▼

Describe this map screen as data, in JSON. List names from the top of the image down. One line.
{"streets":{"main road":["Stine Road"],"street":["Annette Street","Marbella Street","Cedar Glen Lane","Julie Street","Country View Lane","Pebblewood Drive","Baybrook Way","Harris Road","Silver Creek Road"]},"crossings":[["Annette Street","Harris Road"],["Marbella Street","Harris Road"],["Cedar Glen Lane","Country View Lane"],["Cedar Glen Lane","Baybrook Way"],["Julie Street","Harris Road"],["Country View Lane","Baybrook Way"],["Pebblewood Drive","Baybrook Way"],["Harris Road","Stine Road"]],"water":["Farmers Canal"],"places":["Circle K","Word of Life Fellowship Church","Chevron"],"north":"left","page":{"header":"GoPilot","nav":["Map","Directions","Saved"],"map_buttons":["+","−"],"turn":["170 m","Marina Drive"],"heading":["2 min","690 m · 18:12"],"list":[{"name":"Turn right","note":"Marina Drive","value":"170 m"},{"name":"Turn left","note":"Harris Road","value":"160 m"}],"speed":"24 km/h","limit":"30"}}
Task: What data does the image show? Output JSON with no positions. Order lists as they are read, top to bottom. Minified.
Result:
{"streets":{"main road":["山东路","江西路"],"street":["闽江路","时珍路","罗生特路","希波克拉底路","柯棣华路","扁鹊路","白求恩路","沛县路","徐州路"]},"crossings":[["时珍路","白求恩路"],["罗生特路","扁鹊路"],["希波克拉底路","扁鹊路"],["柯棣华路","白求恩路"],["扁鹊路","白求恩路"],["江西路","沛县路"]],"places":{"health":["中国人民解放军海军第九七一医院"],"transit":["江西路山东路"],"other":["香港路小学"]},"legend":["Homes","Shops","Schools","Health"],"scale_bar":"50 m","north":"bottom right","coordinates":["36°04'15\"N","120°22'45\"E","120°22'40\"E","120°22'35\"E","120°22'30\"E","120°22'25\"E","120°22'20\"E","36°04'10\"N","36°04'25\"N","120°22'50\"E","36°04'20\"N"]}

▲

Try it:
Start at the line containing "Task: What data" and return each line up to and including the last line of the material.

Answer section:
Task: What data does the image show? Output JSON with no positions. Order lists as they are read, top to bottom. Minified.
Result:
{"streets":{"main road":["山东路","江西路"],"street":["闽江路","时珍路","罗生特路","希波克拉底路","柯棣华路","扁鹊路","白求恩路","沛县路","徐州路"]},"crossings":[["时珍路","白求恩路"],["罗生特路","扁鹊路"],["希波克拉底路","扁鹊路"],["柯棣华路","白求恩路"],["扁鹊路","白求恩路"],["江西路","沛县路"]],"places":{"health":["中国人民解放军海军第九七一医院"],"transit":["江西路山东路"],"other":["香港路小学"]},"legend":["Homes","Shops","Schools","Health"],"scale_bar":"50 m","north":"bottom right","coordinates":["36°04'15\"N","120°22'45\"E","120°22'40\"E","120°22'35\"E","120°22'30\"E","120°22'25\"E","120°22'20\"E","36°04'10\"N","36°04'25\"N","120°22'50\"E","36°04'20\"N"]}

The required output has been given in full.